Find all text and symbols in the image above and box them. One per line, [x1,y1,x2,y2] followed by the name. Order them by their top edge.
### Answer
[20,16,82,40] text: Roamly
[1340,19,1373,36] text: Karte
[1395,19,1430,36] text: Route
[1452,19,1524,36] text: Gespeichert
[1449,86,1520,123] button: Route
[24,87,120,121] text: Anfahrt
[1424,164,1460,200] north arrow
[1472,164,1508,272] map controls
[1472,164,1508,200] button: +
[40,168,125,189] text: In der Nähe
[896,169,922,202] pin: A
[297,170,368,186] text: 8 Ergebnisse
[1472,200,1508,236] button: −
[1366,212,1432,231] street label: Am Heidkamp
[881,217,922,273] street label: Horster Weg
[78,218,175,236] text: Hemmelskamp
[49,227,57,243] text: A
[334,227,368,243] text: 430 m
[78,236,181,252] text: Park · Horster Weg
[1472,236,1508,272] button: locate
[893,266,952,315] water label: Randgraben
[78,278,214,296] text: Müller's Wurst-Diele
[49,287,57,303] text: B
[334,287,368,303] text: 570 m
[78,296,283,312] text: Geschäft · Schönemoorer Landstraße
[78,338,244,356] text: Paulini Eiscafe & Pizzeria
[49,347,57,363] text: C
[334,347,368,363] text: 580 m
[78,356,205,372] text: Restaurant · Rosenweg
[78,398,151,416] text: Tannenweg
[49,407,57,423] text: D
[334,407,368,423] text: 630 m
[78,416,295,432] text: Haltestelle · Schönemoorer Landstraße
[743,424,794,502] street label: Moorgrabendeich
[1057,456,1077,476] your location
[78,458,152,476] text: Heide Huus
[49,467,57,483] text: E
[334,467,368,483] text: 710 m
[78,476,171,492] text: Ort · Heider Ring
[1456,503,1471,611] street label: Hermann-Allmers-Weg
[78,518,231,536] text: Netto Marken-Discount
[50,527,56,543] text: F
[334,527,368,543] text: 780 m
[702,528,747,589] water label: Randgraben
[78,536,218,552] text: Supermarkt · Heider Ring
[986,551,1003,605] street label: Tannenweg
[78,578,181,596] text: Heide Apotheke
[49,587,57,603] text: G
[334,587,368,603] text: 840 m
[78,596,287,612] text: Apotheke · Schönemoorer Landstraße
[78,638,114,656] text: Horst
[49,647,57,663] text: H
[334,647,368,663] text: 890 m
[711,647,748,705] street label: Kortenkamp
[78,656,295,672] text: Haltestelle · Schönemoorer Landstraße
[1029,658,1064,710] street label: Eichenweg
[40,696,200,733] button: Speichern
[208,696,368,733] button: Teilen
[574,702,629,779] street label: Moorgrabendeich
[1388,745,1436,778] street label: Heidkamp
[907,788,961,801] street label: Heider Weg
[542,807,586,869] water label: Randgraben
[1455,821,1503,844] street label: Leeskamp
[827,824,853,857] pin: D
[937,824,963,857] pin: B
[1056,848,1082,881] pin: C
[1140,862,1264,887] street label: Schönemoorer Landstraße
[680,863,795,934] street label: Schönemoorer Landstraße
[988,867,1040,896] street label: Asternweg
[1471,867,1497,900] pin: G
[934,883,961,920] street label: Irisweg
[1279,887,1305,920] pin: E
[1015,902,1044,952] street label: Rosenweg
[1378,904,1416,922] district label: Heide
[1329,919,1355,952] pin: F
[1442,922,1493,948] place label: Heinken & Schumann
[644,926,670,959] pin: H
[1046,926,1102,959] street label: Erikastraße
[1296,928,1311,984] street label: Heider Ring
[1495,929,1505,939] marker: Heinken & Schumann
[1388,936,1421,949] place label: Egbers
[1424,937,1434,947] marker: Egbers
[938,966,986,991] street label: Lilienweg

------------------------------------------------------------

_DIRECTIONS FOR THIS TASK_: Go through the entries and filter for lines holding the word "Moorgrabendeich"; copy each match.

_YOUR SOLUTION_:
[743,424,794,502] street label: Moorgrabendeich
[574,702,629,779] street label: Moorgrabendeich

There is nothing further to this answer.